Dengan enggan gadis itu meraih ponselnya dan menjawab lirih “Hallo.”  ujarnya tak bersemangat.

“Aku tahu.Aku akan segera kembali.” jawabnya pada si penelepon seraya memasukkan kembali ponselnya ke dalam saku celananya.

“Tunggulah aku. Tak lama lagi, kita akan kembali bertemu. Kau masih menungguku kan?” gumamnya seraya menatap langit Bali yang bertabur bintang dengan berkaca-kaca seraya menyentuh dadanya dengan sebelah tangannya. Gadis itu berbalik dan berniat pergi saat tiba-tiba tubuhnya jatuh tersungkur kearah pasir dan jatuh berlutut, bercak merah darah memercik mengenai butiran pasir di pantai itu.

“Aarrgghh.”  erang gadis muda itu seraya memegangi dadanya menahan sakit.
“Intan.” panggil seseorang seraya berlari mendekatinya dan menatapnya cemas. Gadis itu hanya tersenyum menenangkan seraya berkata lirih “Aku baik-baik saja. Kurasa Gilang tak sabar ingin segera bertemu denganku.” jawabnya dengan mata berkaca-kaca.

“Bicara apa kau ini?” ujar gadis muda yang lain, jelas terlihat dia berusaha menahan tangisnya.

“Masih ada harapan. Bukankah Dokter bilang kau masih bisa disembuhkan?” ujar gadis itu memberi harapan. Tapi Intan hanya menggeleng pelan.

“Sudah selesai. Waktuku sudah habis. Kemoterapi dan radiasi sudah tak ada artinya lagi. Hanya cangkok sumsum tulang belakang yang bisa menyelamatkan aku, tapi anak yatim piatu seperti kita tak punya keluarga, darimana aku dapatkan cangkok sumsum itu? Aku sudah memenuhi janjiku pada Gilang, sekarang saatnya aku melepaskan semuanya dan pergi dari dunia ini.” jawab Intan seraya meraih saputangan dari saku celananya dan mengelap bibirnya yang bersimbah darah.

“Aku tak suka kau bicara seperti itu. Kau bukan akan mati besok pagi,” serunya marah, seraya membantu Intan berdiri.

“Jangan menangis Dini. Kau harus hidup tanpa menangis.” hibur Intan tulus seraya mengusap airmata sahabatnya.

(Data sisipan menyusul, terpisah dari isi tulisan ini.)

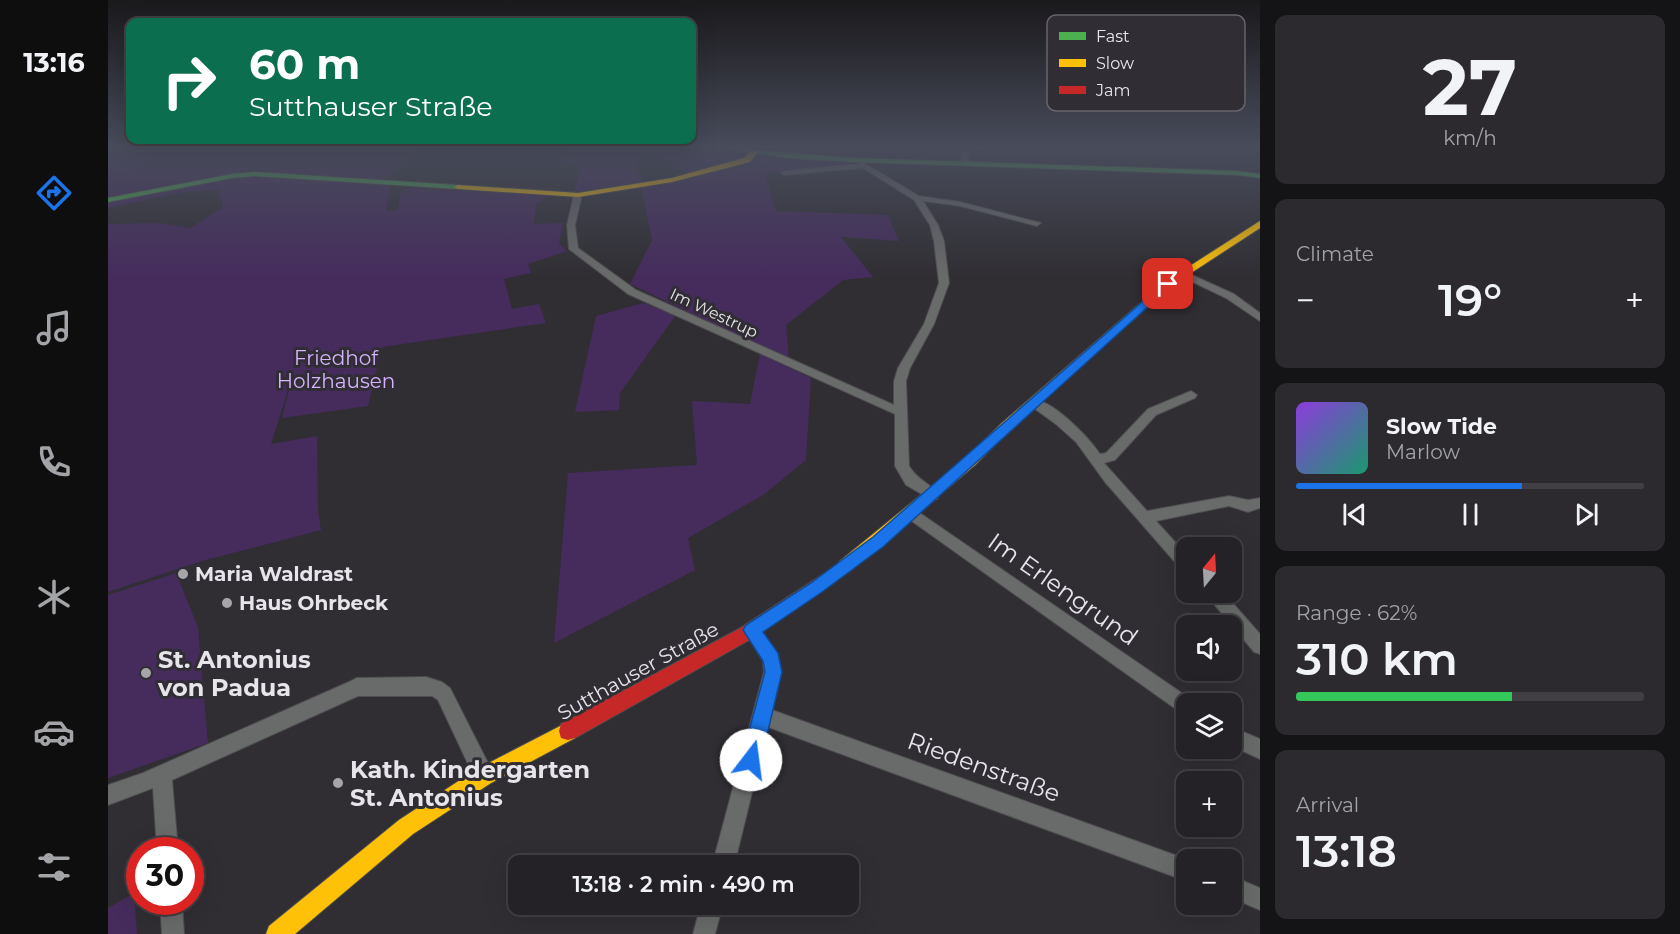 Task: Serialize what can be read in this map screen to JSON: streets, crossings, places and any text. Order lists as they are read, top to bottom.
{
  "streets": {
    "street": [
      "Im Westrup",
      "Im Erlengrund",
      "Sutthauser Straße",
      "Riedenstraße"
    ]
  },
  "crossings": [
    ["Im Erlengrund", "Sutthauser Straße"]
  ],
  "parks": ["Friedhof Holzhausen"],
  "places": [
    "Maria Waldrast",
    "Haus Ohrbeck",
    "St. Antonius von Padua",
    "Kath. Kindergarten St. Antonius"
  ],
  "legend": ["Fast", "Slow", "Jam"],
  "north": "top",
  "page": {
    "tabs": "13:16",
    "tile": [
      ["27", "km/h"],
      "Climate",
      ["Range · 62%", "310 km"],
      ["Arrival", "13:18"]
    ],
    "turn": ["60 m", "Sutthauser Straße"],
    "heat": ["−", "19°", "+"],
    "song": ["Slow Tide", "Marlow"],
    "map_buttons": ["+", "−"],
    "limit": "30",
    "trip": "13:18 · 2 min · 490 m"
  }
} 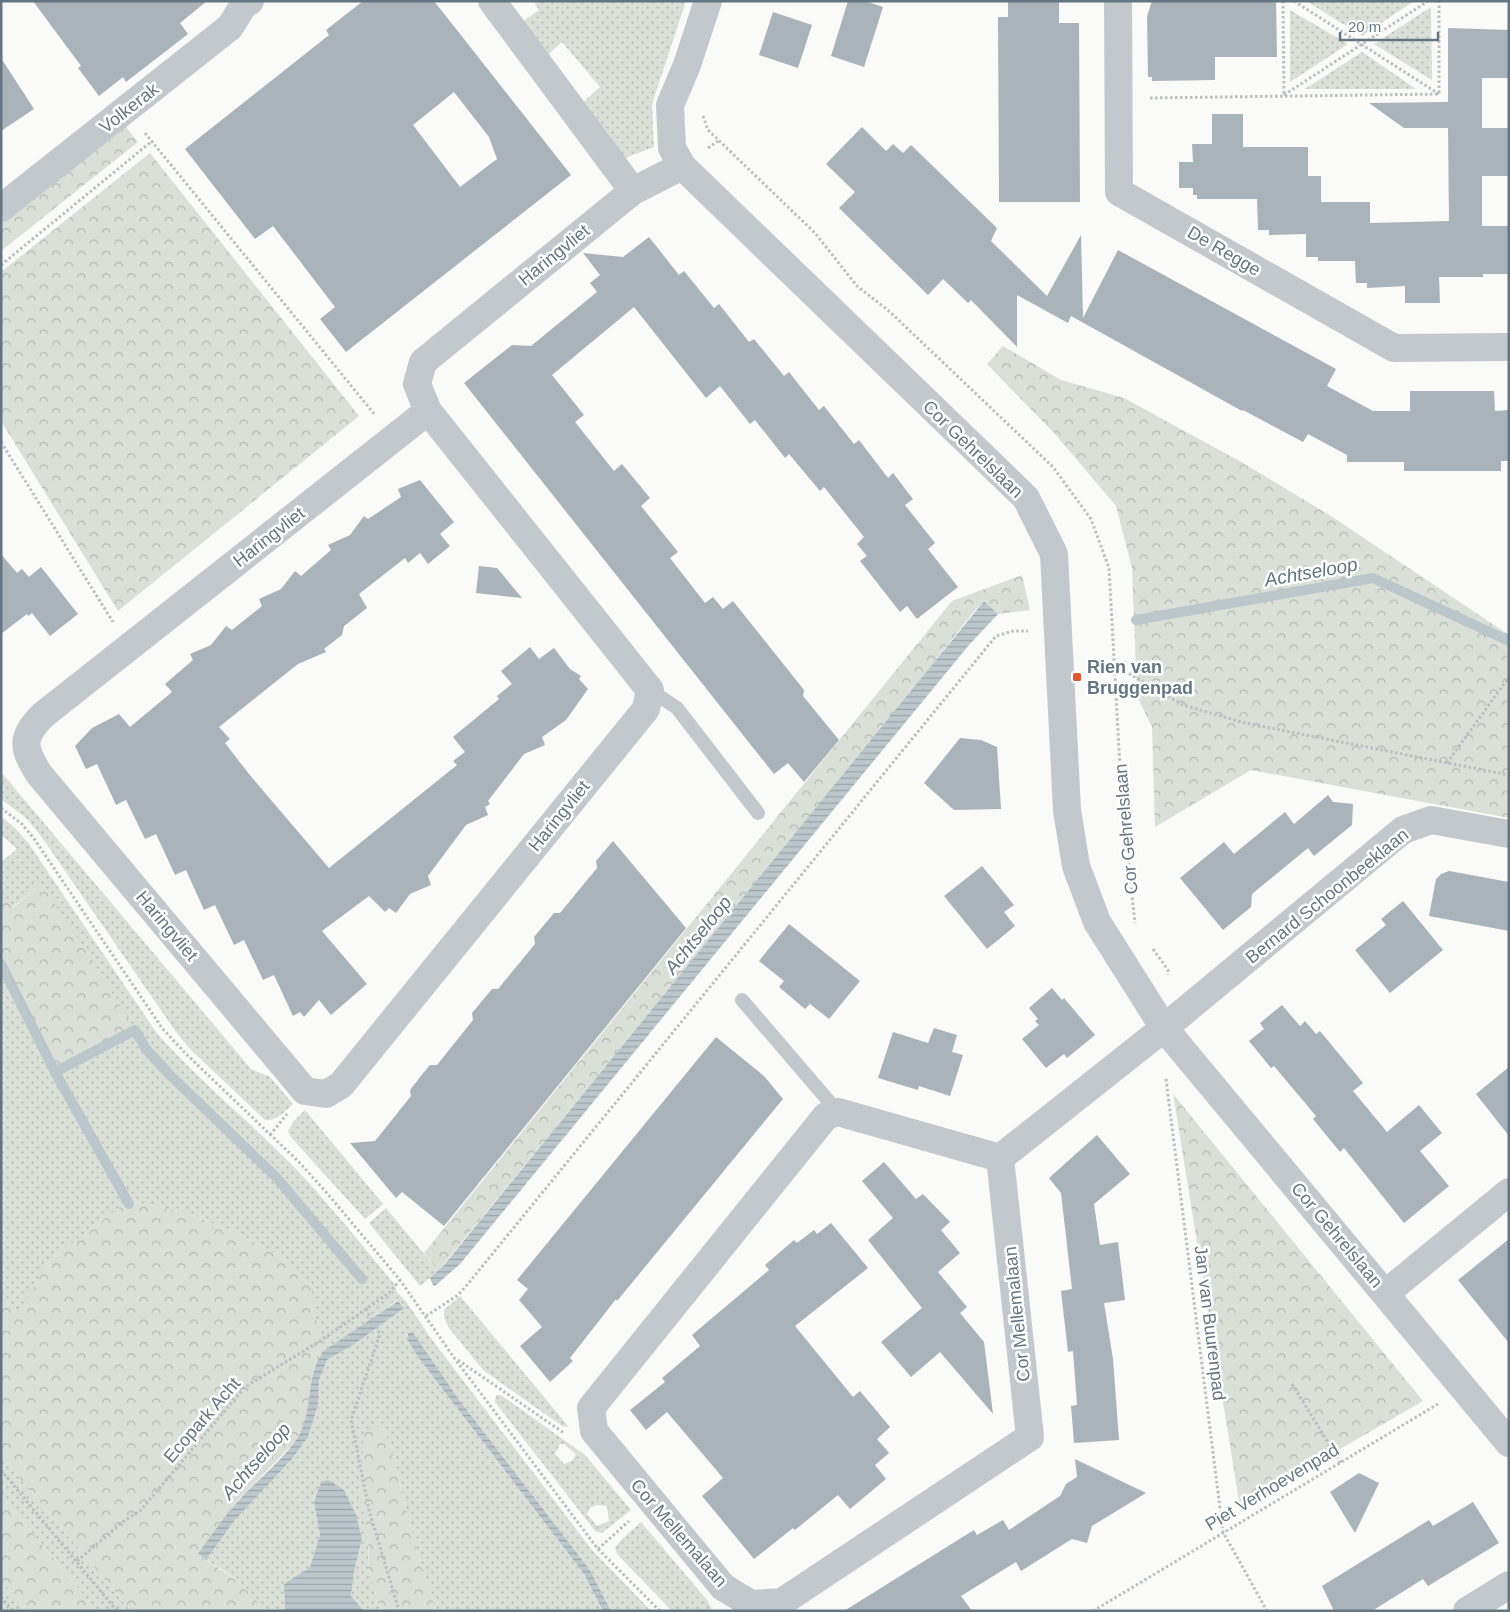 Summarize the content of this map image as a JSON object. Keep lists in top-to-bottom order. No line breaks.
{"streets":{"street":["Volkerak","De Regge","Haringvliet","Cor Gehrelslaan","Bernard Schoonbeeklaan","Cor Mellemalaan"],"path":["Jan van Buurenpad","Ecopark Acht","Piet Verhoevenpad"]},"crossings":[["Haringvliet","Cor Gehrelslaan"],["Cor Gehrelslaan","Bernard Schoonbeeklaan"],["Cor Gehrelslaan","Piet Verhoevenpad"],["Jan van Buurenpad","Piet Verhoevenpad"]],"water":["Achtseloop"],"places":{"transit":["Rien van Bruggenpad"]},"scale_bar":"20 m"} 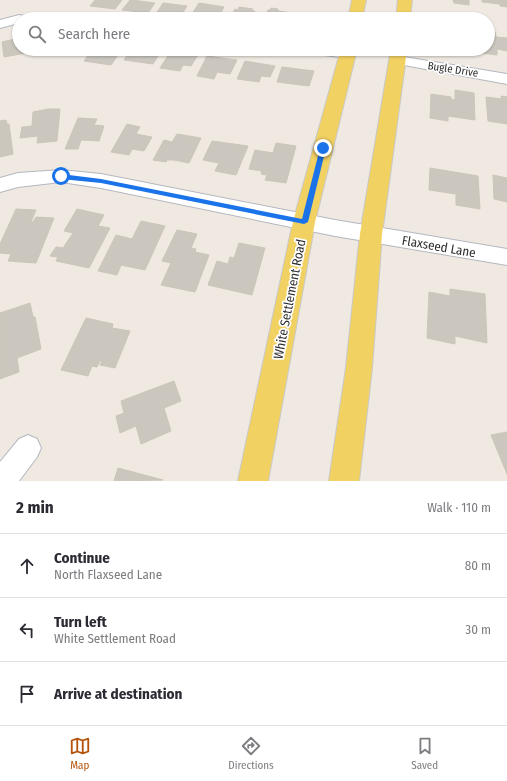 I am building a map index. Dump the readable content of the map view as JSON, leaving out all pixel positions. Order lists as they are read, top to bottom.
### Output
{
  "streets": {
    "main road": ["White Settlement Road"],
    "street": ["Bugle Drive", "Flaxseed Lane"]
  },
  "crossings": [
    ["Flaxseed Lane", "White Settlement Road"]
  ],
  "page": {
    "search": "Search here",
    "heading": ["2 min", "Walk · 110 m"],
    "list": [
      ["Continue", "North Flaxseed Lane", "80 m"],
      ["Turn left", "White Settlement Road", "30 m"],
      "Arrive at destination"
    ],
    "nav": ["Map", "Directions", "Saved"]
  }
} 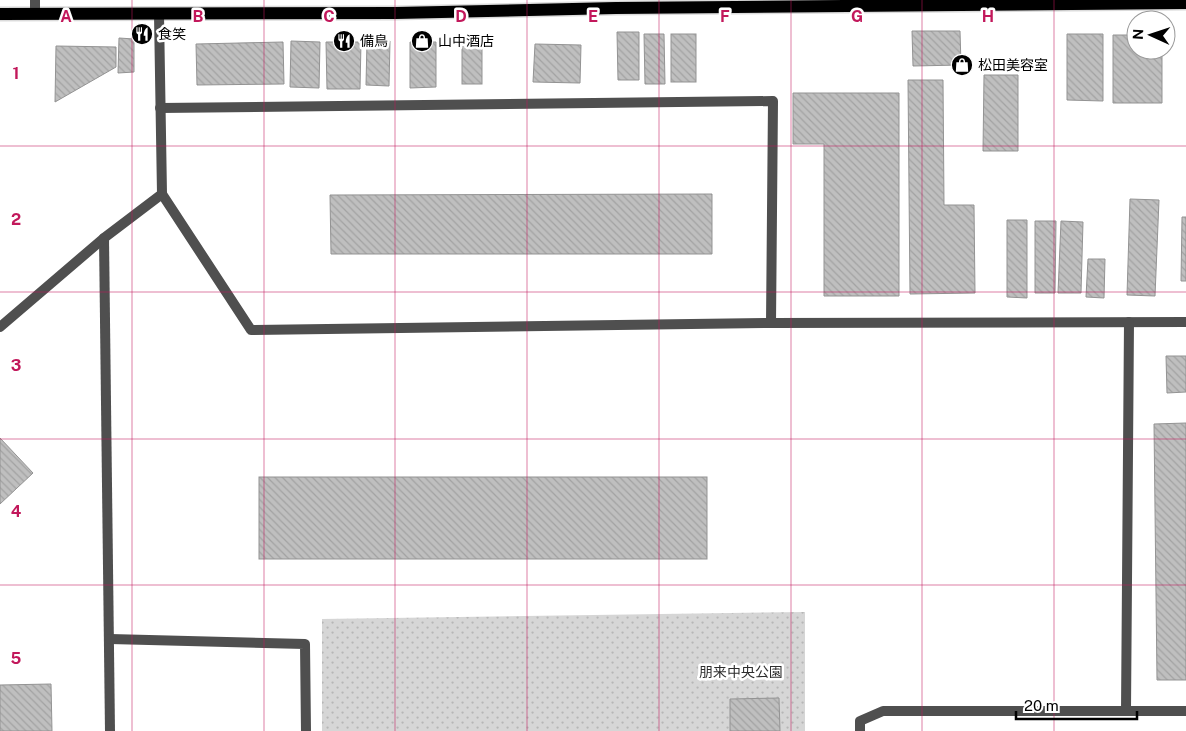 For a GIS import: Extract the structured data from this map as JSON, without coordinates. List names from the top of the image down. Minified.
{"parks":["朋来中央公園"],"places":{"restaurant":["食笑","備鳥"],"shop":["山中酒店","松田美容室"]},"scale_bar":"20 m","north":"left","grid":{"columns":["A","B","C","D","E","F","G","H"],"rows":["1","2","3","4","5"]}} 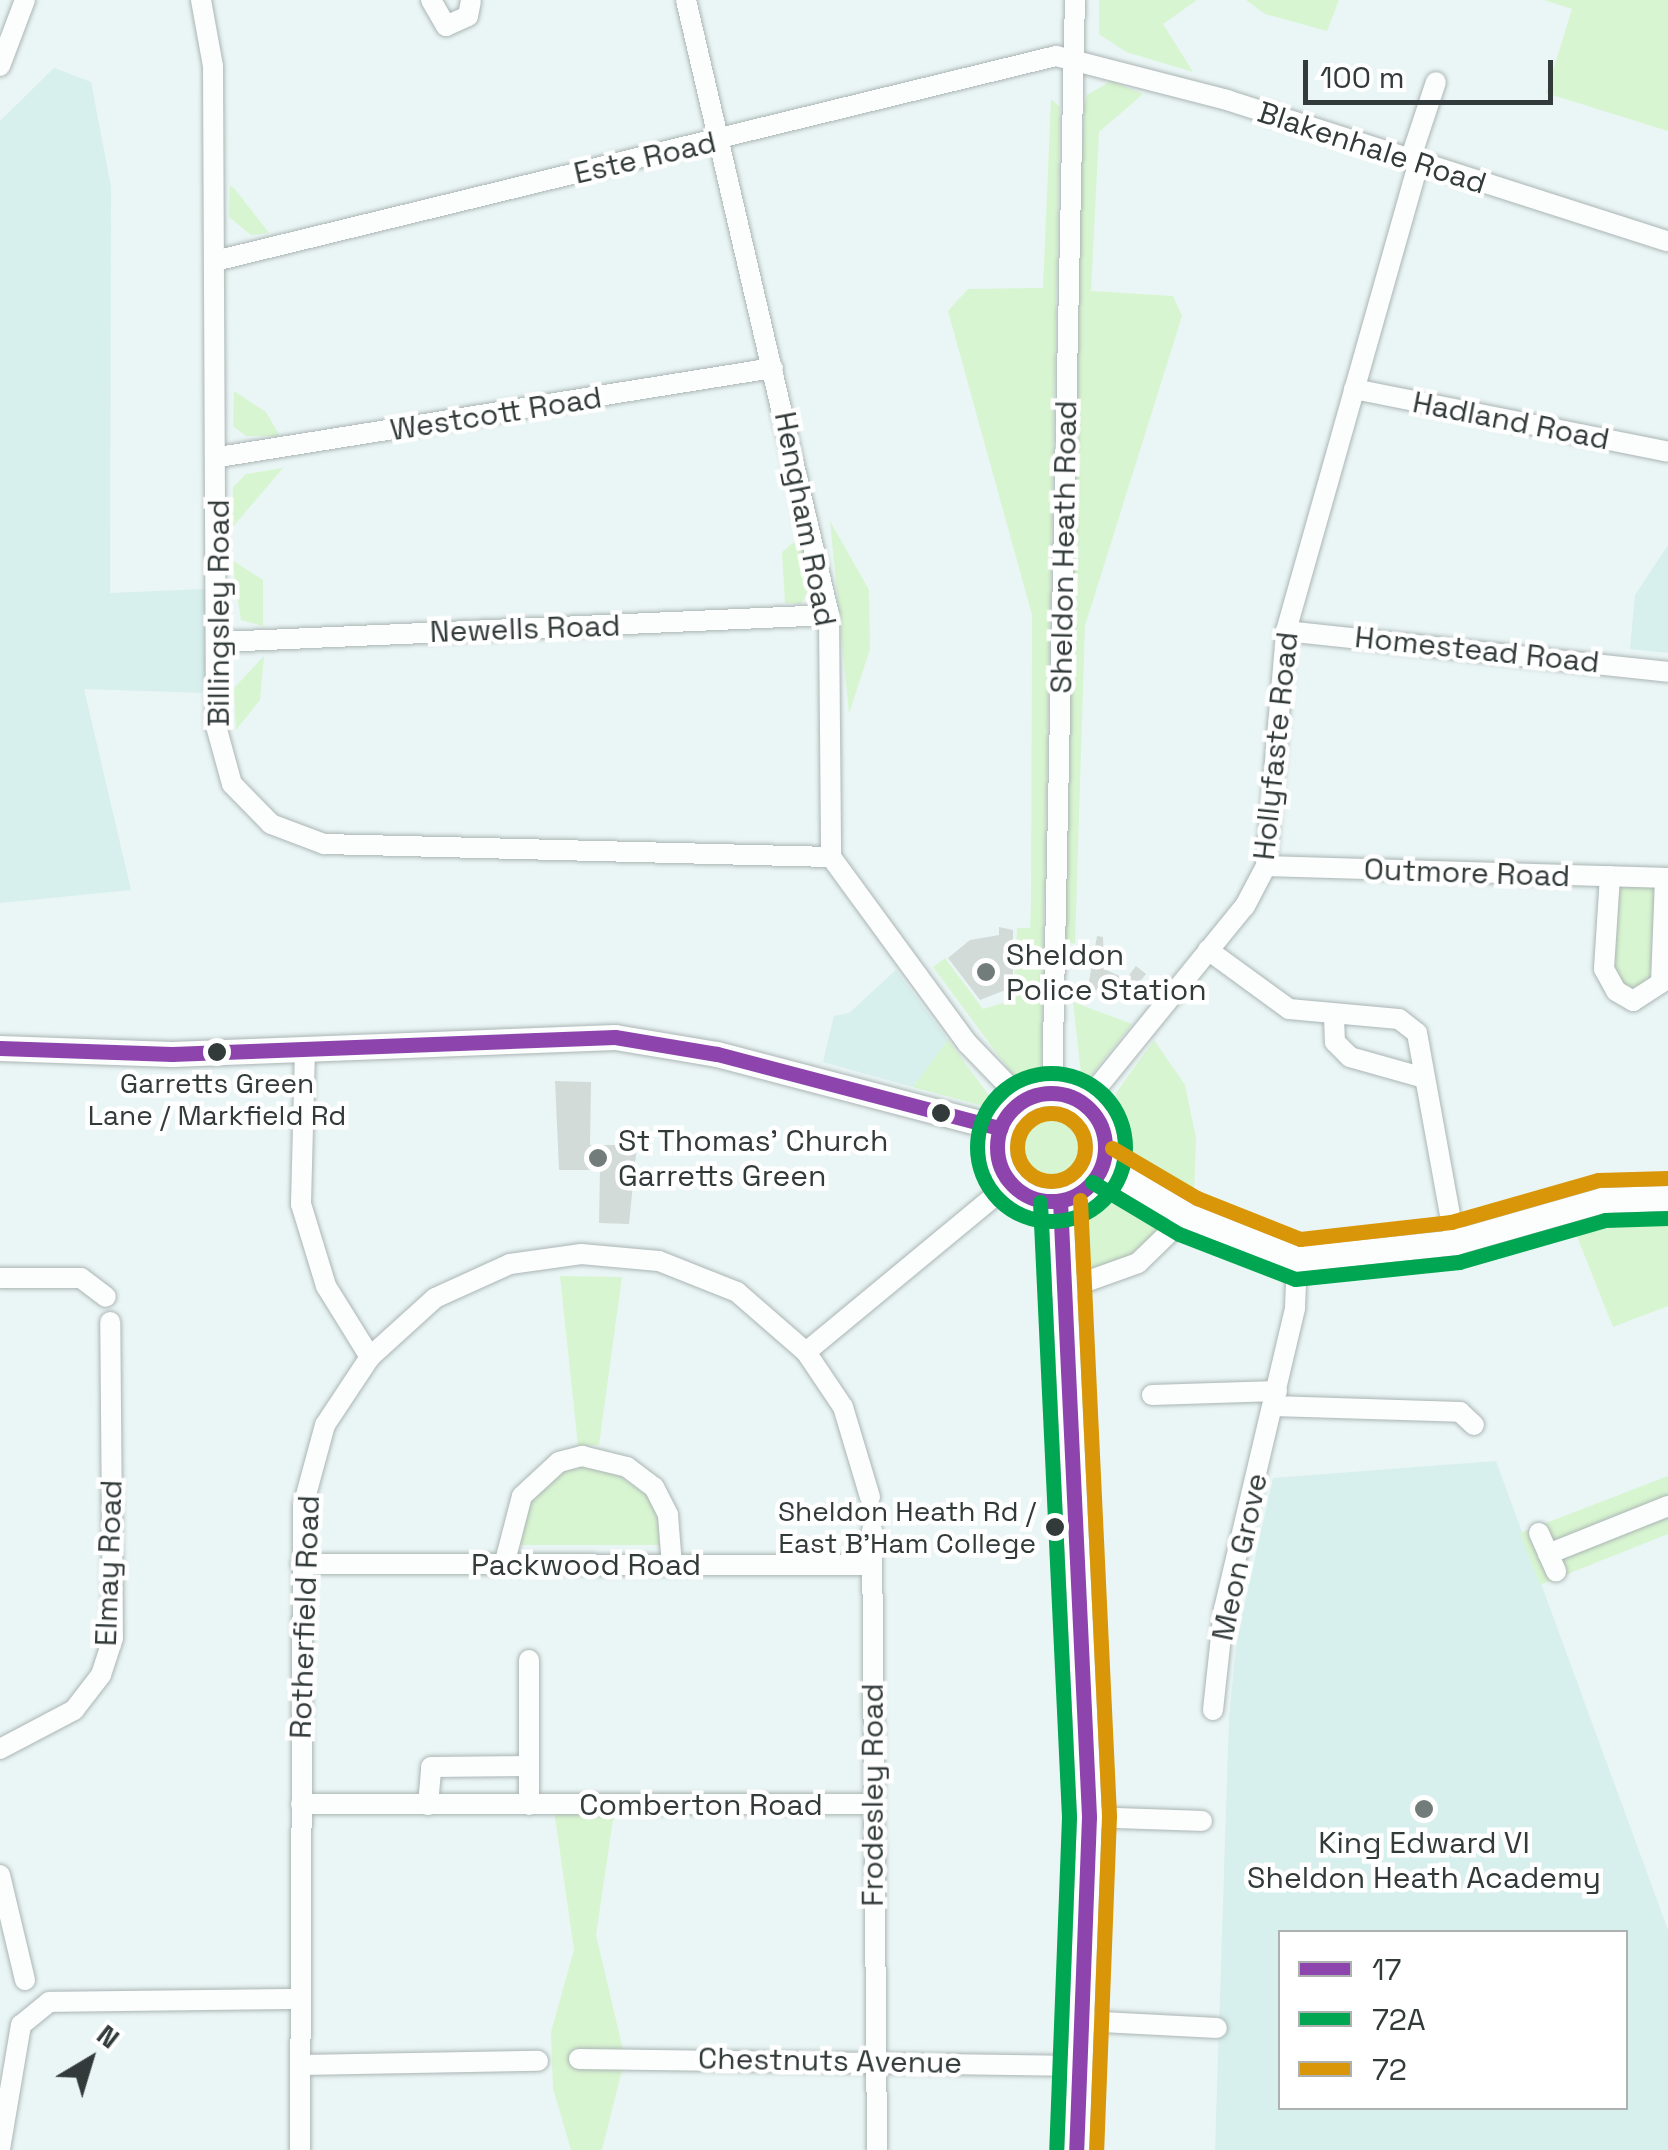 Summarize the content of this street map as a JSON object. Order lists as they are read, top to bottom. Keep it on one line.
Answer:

“Setelah aku tak ada, berjanjilah kau akan hidup demi dirimu sendiri. Selama ini demi aku, kau tak pernah pikirkan dirimu sendiri, kau setia merawatku, mendampingiku menjalani semua pengobatan ini, tanpa kau, mungkin aku sudah menyerah sejak dulu. Terima kasih, teman. Aku beruntung bisa mengenalmu.” jawab Intan tulus.
“Kau belum memenuhi janjimu pada Gilang. Kau bilang kau tidak akan menyerah sebelum impianmu terwujud.”  ujar Dini tak terima.

“Aku sudah penuhi janjiku. Apa kau tidak lihat bahwa semua novelku ada di jajaran Best Seller?” jawab Intan seraya berjalan perlahan dengan Dini memapahnya.

“Itu belum cukup, Tan.Hanya tiga yang sudah kau terbitkan. Gilang ingin kau membuat lebih banyak.” ujar Dini berusaha menyemangati teman baiknya.

“Gilang pasti mengerti. Aku sudah tak sanggup lagi. Selama ini aku bertahan hanya demi memenuhi janjiku padanya, janji bahwa aku harus mengejar impianku tidak peduli walaupun aku harus terjatuh berulang kali.” jawab Intan dengan ekspresi sedih, seraya berjalan beriringan di sepanjang Pantai Kuta, Bali.

======== 

“Menatap lembayung di langit Bali dan ku sadari betapa berharga kenanganmu..Bilakah kuhentikan pasir waktu, tak terbangun dari khayal, keajaiban ini, Mimpi.”  Terdengar suara alunan lembut Sarasdewi – Lembayung Bali. Lagu Favorit Gilang saat dia masih hidup. Intan menarik napas dan kembali menatap kosong langit malam, tanpa sadar kenangannya membawanya kembali ke masa-masa dimana Gilang masih ada.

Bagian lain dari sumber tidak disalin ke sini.